Today we learn a bit about the Lower Dean.
Below the canyon, the Dean is big! It’s characterized by long, broad runs– it takes an hour or two to fish through most of named runs on the Lower Dean.
In general, fish below the canyon aren’t holding– they’re moving through That means a couple of things. First, the fishing can be streaky, mostly to the positive. Fish tend to enter the river in pods, so after a quiet few hours, you might hit a group of fish pushing through and experience some pretty fast-paced action. Second, since the fish tend to be moving, there’s no harm in fishing a good piece of water multiple times – your second time through, you may just be showing your fly to a new batch of fish.

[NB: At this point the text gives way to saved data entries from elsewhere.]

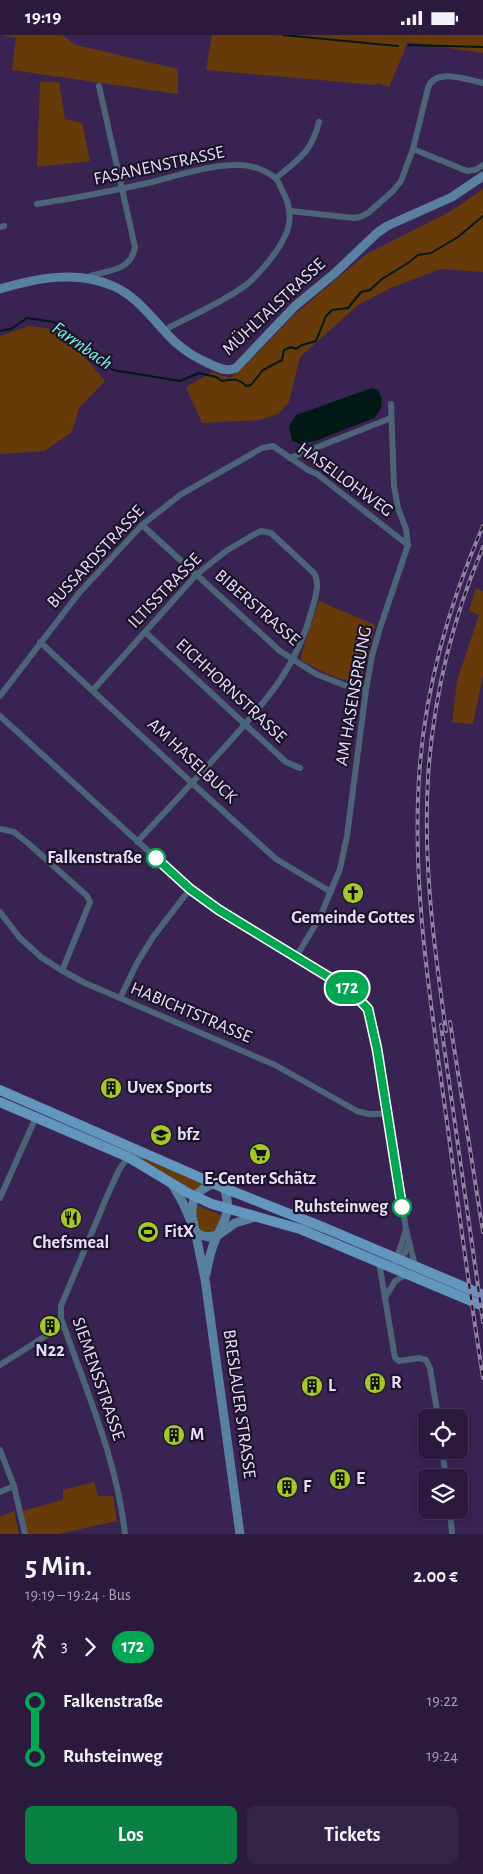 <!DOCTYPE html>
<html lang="de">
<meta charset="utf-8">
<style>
body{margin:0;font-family:"Alegreya Sans",sans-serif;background:#332345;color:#f1f3f6;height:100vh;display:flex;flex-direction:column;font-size:19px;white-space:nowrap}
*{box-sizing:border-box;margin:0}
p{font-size:16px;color:#a6a1b0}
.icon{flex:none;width:28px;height:28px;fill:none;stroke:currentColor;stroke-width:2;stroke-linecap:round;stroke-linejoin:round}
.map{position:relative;height:1499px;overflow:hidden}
.details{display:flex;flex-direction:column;background:#2b1a3e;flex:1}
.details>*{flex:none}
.badge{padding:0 10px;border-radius:16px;font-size:18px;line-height:32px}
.fabs{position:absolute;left:418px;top:1374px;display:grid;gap:10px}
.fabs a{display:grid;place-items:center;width:50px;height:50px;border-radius:8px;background:#2b1a3e;box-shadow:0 2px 8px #0003,0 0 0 1px #473858;font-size:25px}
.map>.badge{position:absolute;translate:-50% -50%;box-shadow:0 0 0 2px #fff}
.legs{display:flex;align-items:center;gap:8px;height:55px;padding:0 25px;font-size:16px}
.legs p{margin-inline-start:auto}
.summary{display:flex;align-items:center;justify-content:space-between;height:85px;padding:0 25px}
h1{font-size:28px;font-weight:700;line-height:38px}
.button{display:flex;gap:10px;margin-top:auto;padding:10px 25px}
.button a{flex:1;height:58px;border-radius:8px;background:#0b8043;color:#fff;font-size:20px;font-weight:700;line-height:58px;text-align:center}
.button a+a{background:#332345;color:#f1f3f6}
ul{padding:0 25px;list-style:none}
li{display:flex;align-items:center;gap:18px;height:55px;font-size:19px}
li i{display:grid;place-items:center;width:8px;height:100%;margin:0 6px;background:currentColor}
li i::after{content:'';width:12px;height:12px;margin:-6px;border:4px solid;border-radius:50%;background:#2b1a3e}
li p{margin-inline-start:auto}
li:first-child i{background:linear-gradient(#0000 50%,currentColor 0)}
li:last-child i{background:linear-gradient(currentColor 50%,#0000 0)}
.status{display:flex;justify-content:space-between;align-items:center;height:35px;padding:0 25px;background:#2b1a3e;direction:ltr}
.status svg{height:14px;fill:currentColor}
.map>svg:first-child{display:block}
</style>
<div class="status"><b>19:19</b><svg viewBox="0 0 49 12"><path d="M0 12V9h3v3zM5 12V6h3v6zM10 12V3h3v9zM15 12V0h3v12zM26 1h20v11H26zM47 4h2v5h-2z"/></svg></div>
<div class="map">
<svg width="483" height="1499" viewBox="0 0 483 1499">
<rect width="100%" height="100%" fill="#392353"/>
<g fill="#663b09">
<polygon points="0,0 62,0 76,10 178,34 178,59 12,35 16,3"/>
<polygon points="212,0 277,0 341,6 293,0 483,0 483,18 408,7 389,52 377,48 377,50 206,35"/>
<polygon points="40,47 59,47 65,84 82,88 90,126 37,132"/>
<polygon points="483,154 483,237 440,234 391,253 358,270 300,322 289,367 278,379 260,385 202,388 186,352 212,337 230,343 247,329 295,279 365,220 451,176"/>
<polygon points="29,291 62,295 105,346 79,373 72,397 44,416 0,419 0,301"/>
<polygon points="476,553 483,556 483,640 473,689 452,687 457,646 479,580 469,576"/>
<path d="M319,566l56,24 -14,56c-16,4 -45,-13 -60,-21 -1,-7 15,-48 18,-59z"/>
<polygon points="142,1123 203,1149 195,1156 140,1124"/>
<path d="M196,1170l28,11 -5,10 -9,8 -10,-3c-4,-9 -4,-16 -4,-26z"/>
<polygon points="94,1447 98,1461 113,1461 117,1486 59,1499 27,1499 22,1476 63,1465 63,1455"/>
<polygon points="14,1476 19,1499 0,1499 0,1482"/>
</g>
<path fill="#001915" d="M372,353l6,2c6,10 5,20 -4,28l-56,22 -18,4 -8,-3 -3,-15 7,-11z"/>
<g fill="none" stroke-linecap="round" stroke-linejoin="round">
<g stroke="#001915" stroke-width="2">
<polyline points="283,0 398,11"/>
<polyline points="408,10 483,12"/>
<path d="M0,296l11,-2 16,-11 27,4 13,7 25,27 21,14 67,11 19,-8 17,4 6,4c11,-2 16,-3 24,5l5,-1 12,-15 19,-10 2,-10 7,-3 5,2 6,-4 14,-4 10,-25 6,-6 16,-2 13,-16 9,-2 12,-11 26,-16 10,-8 13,-2 27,-16 25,-21"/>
</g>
<g stroke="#4c6477" stroke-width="6">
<polyline points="413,114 467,136 475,135 483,130"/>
<path d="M276,143c23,-19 35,-25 43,-56"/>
<path d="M37,169c38,-6 76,-13 115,-22 27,-7 57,-17 85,-17 12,-1 30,5 39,14 2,2 4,6 5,9 17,29 7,49 -12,73 -7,8 -14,17 -23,24 -23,17 -51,29 -76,42l-5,5"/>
<path d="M290,176l64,7 6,-1 8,-4 25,-22 8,-10 12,-32 15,-61c7,-21 39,-8 55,-5"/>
<polyline points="0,192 4,191"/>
<path d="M87,242c20,-7 44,-5 48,-30l-36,-161"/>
<polyline points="290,423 391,383"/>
<polyline points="142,490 280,616 316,639 344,650 366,655"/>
<polyline points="145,597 286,727 300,733"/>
<polyline points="40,607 192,748 276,824 331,857"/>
<path d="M93,655l103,-115 30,-24 27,-16 8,-4 10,2 43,40c6,11 2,21 -1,33 -16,63 -48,96 -90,143 -28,31 -57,62 -86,93"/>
<polyline points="0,661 79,558 142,490 180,460 262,413 273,411 308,435 317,439 408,510"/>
<path d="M0,681l190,173 29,21 131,80c10,9 17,17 22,30l34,209 9,37"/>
<polyline points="0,794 14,797 29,809 87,861 90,867 62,936"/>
<polyline points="0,877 20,903 41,922 61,935 85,948 275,1030 357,1076 368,1079 387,1079"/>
<polyline points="296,922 320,882 340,834 347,801 366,655 372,621 380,593 408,510 406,494 398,473 394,451 391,369"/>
<polyline points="120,963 137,928 153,902 190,854"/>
<polyline points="0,1163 36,1082"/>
<polyline points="398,1224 405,1218 409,1207"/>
<polyline points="396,1226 406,1195"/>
<polyline points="379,1227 395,1323 399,1326 419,1323 426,1325 430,1333 438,1382"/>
<polyline points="385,1263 395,1246 407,1239"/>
<polyline points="0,1330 63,1290"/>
<polyline points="0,1415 14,1451 25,1499"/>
<polyline points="442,1415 446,1442"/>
<polyline points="0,1457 14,1451"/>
<polyline points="450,1475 452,1499"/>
<path d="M125,1499c-8,-75 -40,-146 -64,-216v-12l47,-112 11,-24 9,-13 17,-1"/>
</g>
<g stroke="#59809e" stroke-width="9">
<path d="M0,254c36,-11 77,-19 113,-3 26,11 42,37 62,56 10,9 23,17 35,22 9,4 16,8 26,4l59,-62 40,-33 42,-40 10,-7 65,-29 31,-21"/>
<polyline points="172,1149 183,1168 195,1196 200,1200 208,1202 218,1200 235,1188 255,1182"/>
<path d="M214,1149c-16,5 -23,14 -22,32l13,63 35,255"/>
<path d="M206,1239c2,-11 4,-21 8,-31 9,-22 19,-30 10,-55"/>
</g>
<g stroke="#6396bd" stroke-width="10">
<polyline points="0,1055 224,1153 325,1193 483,1260"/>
<polyline points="0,1067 128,1122 188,1158 212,1169 300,1194 483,1271"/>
</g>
<g stroke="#9080a7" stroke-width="4">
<g id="rail">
<path d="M483,491c-33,76 -56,155 -63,238 -9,109 8,221 23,329 13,95 25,190 40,285"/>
<polyline points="450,987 483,1197"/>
<polyline points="441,990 483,1287"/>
<path d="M446,996c-12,-84 -23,-168 -18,-253 5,-79 24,-158 55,-231"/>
</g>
</g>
<use href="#rail" stroke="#1c1328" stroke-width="2" stroke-dasharray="5.5" stroke-linecap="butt"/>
</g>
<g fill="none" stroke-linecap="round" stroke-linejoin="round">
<g stroke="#fff" stroke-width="11">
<polyline id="line-1" points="156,823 190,854 219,875 350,955 368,974 377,1014 402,1172"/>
</g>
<use href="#line-1" stroke="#00a651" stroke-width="8"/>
</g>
<defs>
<g id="church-disc" transform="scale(1.125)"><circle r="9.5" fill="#a4c825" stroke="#1c1328"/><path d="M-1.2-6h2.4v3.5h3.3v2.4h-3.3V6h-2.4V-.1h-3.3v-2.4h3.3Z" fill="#111"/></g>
<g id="building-disc" transform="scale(1.125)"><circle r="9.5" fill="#a4c825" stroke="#1c1328"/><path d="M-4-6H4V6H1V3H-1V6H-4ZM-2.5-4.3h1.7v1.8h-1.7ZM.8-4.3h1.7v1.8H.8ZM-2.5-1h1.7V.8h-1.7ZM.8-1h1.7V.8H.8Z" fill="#111"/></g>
<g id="school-disc" transform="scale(1.125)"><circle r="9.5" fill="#a4c825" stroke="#1c1328"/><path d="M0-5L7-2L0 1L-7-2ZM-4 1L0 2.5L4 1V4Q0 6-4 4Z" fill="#111"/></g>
<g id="supermarket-disc" transform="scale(1.125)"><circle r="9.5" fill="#a4c825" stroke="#1c1328"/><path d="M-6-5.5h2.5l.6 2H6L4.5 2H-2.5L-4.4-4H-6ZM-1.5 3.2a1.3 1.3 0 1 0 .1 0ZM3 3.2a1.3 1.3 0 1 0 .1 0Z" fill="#111"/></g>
<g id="restaurant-disc" transform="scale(1.125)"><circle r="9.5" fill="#a4c825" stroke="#1c1328"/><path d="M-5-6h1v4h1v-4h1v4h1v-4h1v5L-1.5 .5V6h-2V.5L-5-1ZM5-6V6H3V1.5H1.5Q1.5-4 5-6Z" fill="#111"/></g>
<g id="stadium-disc" transform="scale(1.125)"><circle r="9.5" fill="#a4c825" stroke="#1c1328"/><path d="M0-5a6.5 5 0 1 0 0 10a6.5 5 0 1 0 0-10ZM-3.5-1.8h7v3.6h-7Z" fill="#111"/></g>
</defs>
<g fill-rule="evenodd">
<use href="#church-disc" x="353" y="858"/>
<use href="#building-disc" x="111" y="1053"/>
<use href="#school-disc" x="161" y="1100"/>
<use href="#supermarket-disc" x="260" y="1119"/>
<use href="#restaurant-disc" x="71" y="1183"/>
<use href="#stadium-disc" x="148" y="1197"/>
<use href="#building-disc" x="50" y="1291"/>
<use href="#building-disc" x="375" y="1348"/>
<use href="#building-disc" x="312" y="1351"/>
<use href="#building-disc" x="174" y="1400"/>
<use href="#building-disc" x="340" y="1444"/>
<use href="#building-disc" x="287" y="1452"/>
</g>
<g fill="#fff" stroke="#00a651" stroke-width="2.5">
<circle cx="156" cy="823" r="9"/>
<circle cx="402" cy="1172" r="9"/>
</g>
<g text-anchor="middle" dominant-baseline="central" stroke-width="4.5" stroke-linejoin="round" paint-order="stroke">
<g font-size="18" fill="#e7dcfa" stroke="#1c1328">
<text transform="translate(159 131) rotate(-12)">FASANENSTRASSE</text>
<text transform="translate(274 272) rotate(-43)">MÜHLTALSTRASSE</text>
<text transform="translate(345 445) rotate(36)">HASELLOHWEG</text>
<text transform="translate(96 522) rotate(-47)">BUSSARDSTRASSE</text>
<text transform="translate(165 556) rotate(-46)">ILTISSTRASSE</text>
<text transform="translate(257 573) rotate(41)">BIBERSTRASSE</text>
<text transform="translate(231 656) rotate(43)">EICHHORNSTRASSE</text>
<text transform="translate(354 661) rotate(-80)">AM HASENSPRUNG</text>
<text transform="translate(192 726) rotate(43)">AM HASELBUCK</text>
<text transform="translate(191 978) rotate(23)">HABICHTSTRASSE</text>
<text transform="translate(98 1344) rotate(71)">SIEMENSSTRASSE</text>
<text transform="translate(239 1369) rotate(82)">BRESLAUER STRASSE</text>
</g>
<g font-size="18" font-weight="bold" fill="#e7dcfa" stroke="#1c1328" text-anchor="end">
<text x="142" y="823">Falkenstraße</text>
<text x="388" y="1172">Ruhsteinweg</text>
</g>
<g font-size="18" font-weight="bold" fill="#e7dcfa" stroke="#1c1328" text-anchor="start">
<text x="353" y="883" text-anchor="middle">Gemeinde Gottes</text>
<text x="127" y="1053">Uvex Sports</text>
<text x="177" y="1100">bfz</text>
<text x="260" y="1144" text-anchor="middle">E-Center Schätz</text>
<text x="164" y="1197">FitX</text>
<text x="71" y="1208" text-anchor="middle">Chefsmeal</text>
<text x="50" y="1316" text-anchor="middle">N22</text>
<text x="391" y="1348">R</text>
<text x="328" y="1351">L</text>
<text x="190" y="1400">M</text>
<text x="356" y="1444">E</text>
<text x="303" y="1452">F</text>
</g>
<g font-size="19" font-style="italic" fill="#73fbe7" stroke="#1c1328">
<text transform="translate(82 311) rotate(35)">Farrnbach</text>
</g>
</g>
</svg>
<div class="fabs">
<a><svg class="icon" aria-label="locate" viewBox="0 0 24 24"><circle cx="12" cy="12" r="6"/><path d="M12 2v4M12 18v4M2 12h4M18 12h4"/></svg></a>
<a><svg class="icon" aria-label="layers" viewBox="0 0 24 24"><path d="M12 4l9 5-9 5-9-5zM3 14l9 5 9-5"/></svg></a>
</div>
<b class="badge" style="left:347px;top:953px;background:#00a651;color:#fff">172</b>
</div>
<section class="details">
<div class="summary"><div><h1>5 Min.</h1><p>19:19 – 19:24 · Bus</p></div><b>2.00 €</b></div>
<div class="legs"><svg class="icon" aria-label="walk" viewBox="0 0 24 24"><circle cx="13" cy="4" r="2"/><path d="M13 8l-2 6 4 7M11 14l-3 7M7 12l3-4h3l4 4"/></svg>3<svg class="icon" aria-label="forward" viewBox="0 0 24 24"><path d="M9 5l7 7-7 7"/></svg><b class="badge" style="background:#00a651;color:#fff">172</b></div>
<ul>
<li><i style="color:#00a651"></i><b>Falkenstraße</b><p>19:22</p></li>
<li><i style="color:#00a651"></i><b>Ruhsteinweg</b><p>19:24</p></li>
</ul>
<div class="button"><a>Los</a><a>Tickets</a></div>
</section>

The runs are big and broad, but there’s a fair amount of variety. Eagle’s Nest is a slow, deep run filled with boulders. Bill’s Run is the inside bend of a big gravel bar– hundreds of yards of classic swinging water. The legendary Tony’s Run (gone for a few years, back as of 2008) is so fast that you might overlook it if not told it was there, and it’s one of the most productive pieces of water on the river. Archaeological is slow. Instant Backing was named for good reason– another ripping fast piece of water that spits fish. On Lower Tidal you’re swinging your fly right out of the mouth of the Dean. Get the picture? Lots of different types of runs, and they all hold fish.
Anglers head to the Dean for hot, bright fish, and you’re more likely to find them on the Lower Dean below the canyon, less than a couple miles from the salt, than anywhere else on the river.